22      Le 13 janvier 2017, le requérant a interpellé l’AHCC sur le fait que, à la suite de la décision motivée, il n’avait toujours pas reçu de nouvelle de sa part, alors même que la demande d’assistance était en souffrance depuis près de quatre ans.

23      Par lettre du 24 janvier 2017 du directeur général du personnel du Parlement, le requérant a été invité à soumettre ses observations sur la décision motivée pour le 10 février 2017.

24      Par lettre du 10 février 2017, le requérant a soumis ses observations, dans lesquelles il contestait les conclusions du comité consultatif spécial « APA », de même que celles du président du Parlement figurant dans la décision motivée, notamment parce que, selon lui, de nombreux faits qu’il avait allégués n’avaient pas été examinés ou avaient été insuffisamment pris en compte et que certains faits auraient dû être considérés comme étant abusifs ou insultants, comme la circonstance que X lui aurait envoyé un message, adressé en copie à ses collègues, dans lequel elle lui aurait dit d'« [arrête[r] de [lui] dire des conneries » (stop saying bullshit to me). Il critiquait également les circonstances dans lesquelles les auditions avaient été menées par ledit comité ainsi que le fait que le rapport établi par celui-ci, la liste des témoins auditionnés et les comptes rendus de ces auditions ne lui avaient pas été transmis malgré les demandes qu’il avait faites en ce sens. Or, selon lui, il ne pouvait pas être considéré comme ayant été utilement entendu en ses observations écrites sans avoir disposé de ces documents pour formuler lesdites observations.

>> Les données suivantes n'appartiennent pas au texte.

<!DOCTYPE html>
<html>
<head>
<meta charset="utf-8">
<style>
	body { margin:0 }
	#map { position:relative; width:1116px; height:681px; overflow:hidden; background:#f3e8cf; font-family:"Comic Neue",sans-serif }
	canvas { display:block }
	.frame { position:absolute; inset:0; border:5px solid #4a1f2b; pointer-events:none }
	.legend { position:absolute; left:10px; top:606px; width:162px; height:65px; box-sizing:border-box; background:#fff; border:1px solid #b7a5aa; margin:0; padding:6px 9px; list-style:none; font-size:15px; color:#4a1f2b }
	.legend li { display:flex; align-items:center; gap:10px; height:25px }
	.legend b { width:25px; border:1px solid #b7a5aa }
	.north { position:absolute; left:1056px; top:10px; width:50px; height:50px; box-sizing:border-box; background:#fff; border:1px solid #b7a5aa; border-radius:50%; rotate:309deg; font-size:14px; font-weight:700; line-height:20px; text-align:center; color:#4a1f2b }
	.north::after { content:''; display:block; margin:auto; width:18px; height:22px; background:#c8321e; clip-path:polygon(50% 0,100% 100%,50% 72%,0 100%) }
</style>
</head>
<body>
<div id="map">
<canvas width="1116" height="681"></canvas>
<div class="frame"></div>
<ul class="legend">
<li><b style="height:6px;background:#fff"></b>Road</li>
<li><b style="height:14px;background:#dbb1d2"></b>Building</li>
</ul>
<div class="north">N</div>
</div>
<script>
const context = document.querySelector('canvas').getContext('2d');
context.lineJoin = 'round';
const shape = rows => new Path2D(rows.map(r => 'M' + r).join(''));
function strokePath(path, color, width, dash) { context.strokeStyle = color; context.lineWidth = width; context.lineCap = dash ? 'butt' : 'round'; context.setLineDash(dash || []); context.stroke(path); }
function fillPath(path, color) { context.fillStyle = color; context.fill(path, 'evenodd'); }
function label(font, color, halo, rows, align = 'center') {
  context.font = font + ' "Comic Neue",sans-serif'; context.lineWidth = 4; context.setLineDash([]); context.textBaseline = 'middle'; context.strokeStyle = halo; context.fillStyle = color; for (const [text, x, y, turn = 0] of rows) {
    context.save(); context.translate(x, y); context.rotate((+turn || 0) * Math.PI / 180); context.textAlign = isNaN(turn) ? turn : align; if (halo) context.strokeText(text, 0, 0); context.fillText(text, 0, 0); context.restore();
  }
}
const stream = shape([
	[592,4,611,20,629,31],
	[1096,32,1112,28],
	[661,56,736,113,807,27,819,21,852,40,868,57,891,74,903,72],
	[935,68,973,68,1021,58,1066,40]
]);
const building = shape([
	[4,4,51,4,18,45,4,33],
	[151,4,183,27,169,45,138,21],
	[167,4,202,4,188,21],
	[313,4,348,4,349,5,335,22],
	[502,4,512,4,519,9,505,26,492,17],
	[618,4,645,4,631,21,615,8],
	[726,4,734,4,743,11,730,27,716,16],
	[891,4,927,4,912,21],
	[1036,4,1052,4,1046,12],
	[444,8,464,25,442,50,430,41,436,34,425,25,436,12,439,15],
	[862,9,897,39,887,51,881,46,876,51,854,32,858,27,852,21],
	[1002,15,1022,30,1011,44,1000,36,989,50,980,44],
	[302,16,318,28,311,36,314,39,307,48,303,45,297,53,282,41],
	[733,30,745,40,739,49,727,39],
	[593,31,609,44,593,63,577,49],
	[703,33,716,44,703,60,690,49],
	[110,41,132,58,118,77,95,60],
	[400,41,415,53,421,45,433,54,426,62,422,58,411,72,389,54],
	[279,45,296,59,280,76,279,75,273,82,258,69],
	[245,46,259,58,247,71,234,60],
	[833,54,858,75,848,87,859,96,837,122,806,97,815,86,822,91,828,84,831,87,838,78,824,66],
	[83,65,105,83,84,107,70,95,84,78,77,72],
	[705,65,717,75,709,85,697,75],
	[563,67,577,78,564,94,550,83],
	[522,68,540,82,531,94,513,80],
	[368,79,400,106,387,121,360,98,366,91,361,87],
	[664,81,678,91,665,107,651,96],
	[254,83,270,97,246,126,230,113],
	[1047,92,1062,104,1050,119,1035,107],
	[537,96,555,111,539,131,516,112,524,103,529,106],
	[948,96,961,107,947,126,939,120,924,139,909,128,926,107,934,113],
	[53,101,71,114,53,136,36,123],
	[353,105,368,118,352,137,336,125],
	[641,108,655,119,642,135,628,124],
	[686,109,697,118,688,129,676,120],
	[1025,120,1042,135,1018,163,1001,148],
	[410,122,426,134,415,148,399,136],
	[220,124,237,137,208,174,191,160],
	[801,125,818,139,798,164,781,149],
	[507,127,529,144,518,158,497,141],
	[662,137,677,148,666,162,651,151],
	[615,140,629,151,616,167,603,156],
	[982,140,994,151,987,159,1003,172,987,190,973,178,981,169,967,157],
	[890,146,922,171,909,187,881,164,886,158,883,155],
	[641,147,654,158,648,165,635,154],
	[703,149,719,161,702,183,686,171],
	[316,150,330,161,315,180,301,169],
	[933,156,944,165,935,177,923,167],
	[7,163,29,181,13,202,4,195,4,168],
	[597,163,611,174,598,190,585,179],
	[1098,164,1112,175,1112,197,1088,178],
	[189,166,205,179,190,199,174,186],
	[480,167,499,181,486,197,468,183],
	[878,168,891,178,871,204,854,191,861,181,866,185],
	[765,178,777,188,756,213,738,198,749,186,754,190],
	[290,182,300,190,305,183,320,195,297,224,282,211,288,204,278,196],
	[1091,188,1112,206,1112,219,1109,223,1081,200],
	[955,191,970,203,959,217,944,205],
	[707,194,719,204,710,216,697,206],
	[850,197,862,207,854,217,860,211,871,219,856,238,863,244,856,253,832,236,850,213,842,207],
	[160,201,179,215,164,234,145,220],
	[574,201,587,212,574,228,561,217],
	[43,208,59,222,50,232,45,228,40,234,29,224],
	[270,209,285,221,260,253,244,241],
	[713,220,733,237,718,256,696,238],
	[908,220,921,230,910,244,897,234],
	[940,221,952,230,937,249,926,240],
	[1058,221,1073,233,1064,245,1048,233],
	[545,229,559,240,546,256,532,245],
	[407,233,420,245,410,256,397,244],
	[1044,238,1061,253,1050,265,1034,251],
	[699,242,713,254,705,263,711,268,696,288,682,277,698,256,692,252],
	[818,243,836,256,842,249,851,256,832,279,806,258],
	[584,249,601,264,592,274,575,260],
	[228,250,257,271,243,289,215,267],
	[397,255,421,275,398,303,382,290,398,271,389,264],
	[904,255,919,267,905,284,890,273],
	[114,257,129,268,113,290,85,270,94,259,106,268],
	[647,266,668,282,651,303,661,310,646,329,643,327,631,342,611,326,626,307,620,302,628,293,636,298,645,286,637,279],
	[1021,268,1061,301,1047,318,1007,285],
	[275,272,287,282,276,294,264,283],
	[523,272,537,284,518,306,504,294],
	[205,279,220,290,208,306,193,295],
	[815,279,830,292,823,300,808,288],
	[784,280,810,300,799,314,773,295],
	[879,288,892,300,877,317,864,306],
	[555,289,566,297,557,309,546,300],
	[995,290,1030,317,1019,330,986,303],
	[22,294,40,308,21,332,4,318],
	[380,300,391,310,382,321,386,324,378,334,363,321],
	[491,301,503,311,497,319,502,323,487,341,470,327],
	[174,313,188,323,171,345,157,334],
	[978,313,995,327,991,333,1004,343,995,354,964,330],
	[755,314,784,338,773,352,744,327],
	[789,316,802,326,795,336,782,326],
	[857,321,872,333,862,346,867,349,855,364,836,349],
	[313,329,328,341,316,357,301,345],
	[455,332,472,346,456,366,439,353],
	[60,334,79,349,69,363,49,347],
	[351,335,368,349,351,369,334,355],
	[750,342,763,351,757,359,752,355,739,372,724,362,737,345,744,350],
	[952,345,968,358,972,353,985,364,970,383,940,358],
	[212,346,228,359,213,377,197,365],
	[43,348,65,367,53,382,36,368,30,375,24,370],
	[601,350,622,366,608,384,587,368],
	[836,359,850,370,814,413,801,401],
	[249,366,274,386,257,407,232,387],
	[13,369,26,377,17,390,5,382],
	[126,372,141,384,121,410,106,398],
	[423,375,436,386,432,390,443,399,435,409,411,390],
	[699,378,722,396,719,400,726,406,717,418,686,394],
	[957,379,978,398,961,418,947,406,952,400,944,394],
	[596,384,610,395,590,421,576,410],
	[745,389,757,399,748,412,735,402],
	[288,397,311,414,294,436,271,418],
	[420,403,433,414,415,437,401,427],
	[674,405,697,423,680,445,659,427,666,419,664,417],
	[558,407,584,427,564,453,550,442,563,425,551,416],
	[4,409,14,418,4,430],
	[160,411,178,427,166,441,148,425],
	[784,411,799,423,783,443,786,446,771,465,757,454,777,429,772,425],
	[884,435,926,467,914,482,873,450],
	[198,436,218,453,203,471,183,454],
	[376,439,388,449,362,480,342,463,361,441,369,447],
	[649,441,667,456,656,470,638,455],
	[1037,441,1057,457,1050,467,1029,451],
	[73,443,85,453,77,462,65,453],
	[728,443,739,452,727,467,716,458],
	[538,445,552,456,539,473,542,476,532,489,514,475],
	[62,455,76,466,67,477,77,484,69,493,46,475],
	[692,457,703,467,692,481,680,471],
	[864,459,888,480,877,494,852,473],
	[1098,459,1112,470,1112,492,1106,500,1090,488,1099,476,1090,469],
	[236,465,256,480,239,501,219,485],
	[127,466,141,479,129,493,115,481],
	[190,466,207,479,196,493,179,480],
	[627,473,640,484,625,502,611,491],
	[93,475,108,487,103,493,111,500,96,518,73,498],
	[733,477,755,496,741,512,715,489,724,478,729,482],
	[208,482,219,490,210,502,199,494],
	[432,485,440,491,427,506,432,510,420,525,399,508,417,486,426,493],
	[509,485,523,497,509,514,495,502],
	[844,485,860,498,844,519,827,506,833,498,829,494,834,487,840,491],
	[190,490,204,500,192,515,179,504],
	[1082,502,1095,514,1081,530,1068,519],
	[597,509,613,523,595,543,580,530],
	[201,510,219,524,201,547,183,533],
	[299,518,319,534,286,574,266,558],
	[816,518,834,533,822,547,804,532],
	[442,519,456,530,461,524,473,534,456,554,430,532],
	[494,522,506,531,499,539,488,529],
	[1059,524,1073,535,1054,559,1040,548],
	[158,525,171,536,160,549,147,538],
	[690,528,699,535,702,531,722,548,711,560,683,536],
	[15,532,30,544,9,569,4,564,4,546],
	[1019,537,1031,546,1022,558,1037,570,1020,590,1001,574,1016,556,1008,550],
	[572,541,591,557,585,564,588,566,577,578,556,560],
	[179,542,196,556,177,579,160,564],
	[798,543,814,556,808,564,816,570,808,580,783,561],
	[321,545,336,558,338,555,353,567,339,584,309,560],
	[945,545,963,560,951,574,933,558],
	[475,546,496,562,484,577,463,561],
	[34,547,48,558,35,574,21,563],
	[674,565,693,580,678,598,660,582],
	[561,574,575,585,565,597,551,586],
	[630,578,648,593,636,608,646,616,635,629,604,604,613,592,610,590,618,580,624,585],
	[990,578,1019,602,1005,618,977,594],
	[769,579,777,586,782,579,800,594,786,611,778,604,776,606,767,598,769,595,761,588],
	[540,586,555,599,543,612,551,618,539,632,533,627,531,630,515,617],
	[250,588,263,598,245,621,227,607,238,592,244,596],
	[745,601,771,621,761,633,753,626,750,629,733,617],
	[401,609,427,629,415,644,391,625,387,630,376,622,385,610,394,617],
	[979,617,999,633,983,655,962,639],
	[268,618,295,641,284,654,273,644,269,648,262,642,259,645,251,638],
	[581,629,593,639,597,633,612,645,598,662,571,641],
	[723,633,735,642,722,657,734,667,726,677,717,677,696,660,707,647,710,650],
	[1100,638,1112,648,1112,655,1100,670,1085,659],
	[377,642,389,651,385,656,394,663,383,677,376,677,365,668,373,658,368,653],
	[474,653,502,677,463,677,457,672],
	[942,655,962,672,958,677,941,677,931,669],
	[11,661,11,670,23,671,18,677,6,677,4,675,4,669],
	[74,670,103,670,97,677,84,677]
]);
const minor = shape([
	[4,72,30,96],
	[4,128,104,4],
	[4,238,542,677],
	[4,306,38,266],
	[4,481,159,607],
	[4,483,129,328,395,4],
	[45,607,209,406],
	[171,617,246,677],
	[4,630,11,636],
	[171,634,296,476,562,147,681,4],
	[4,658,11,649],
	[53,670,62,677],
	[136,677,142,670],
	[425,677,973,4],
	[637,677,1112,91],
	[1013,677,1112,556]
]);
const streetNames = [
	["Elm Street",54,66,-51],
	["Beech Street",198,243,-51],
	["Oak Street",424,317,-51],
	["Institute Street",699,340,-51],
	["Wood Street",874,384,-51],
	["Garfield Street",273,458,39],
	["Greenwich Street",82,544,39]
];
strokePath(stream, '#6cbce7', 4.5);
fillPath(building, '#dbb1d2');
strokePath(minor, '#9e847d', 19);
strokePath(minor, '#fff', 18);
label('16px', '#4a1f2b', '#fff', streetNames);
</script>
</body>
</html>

25      Par décision du 20 mars 2017, le directeur général du personnel du Parlement a, en sa qualité d’AHCC, rejeté la demande d’assistance (ci-après la « décision attaquée »). En substance, il a tout d’abord considéré que le requérant n’avait aucun droit subjectif à la communication du rapport établi par le comité consultatif spécial « APA », de la liste des témoins auditionnés et des comptes rendus d’audition des témoins. Ensuite, il a estimé que le jurisconsulte du Parlement avait le droit d’assister aux auditions devant le comité consultatif spécial « APA » et que, à cet égard, la circonstance que le requérant n’avait pas eu la possibilité d’être assisté de ses conseils ou d’un représentant du comité des APA devant cette instance consultative ne constituait pas une méconnaissance du principe d’égalité des armes. Enfin, s’agissant du fond, il a en substance indiqué qu’il partageait entièrement les considérations émises par le président du Parlement dans la décision motivée, tout en précisant, en réponse à la critique du requérant quant à l’analyse et à la prise en compte insuffisante de certains faits allégués, que ce dernier avait reçu une motivation quant au rejet de ses allégations comme étant non fondées, en l’occurrence celle figurant dans la décision motivée et qui reprenait de manière synthétique, cohérente et complète les faits qui avaient pu être considérés comme établis par le comité consultatif spécial « APA ».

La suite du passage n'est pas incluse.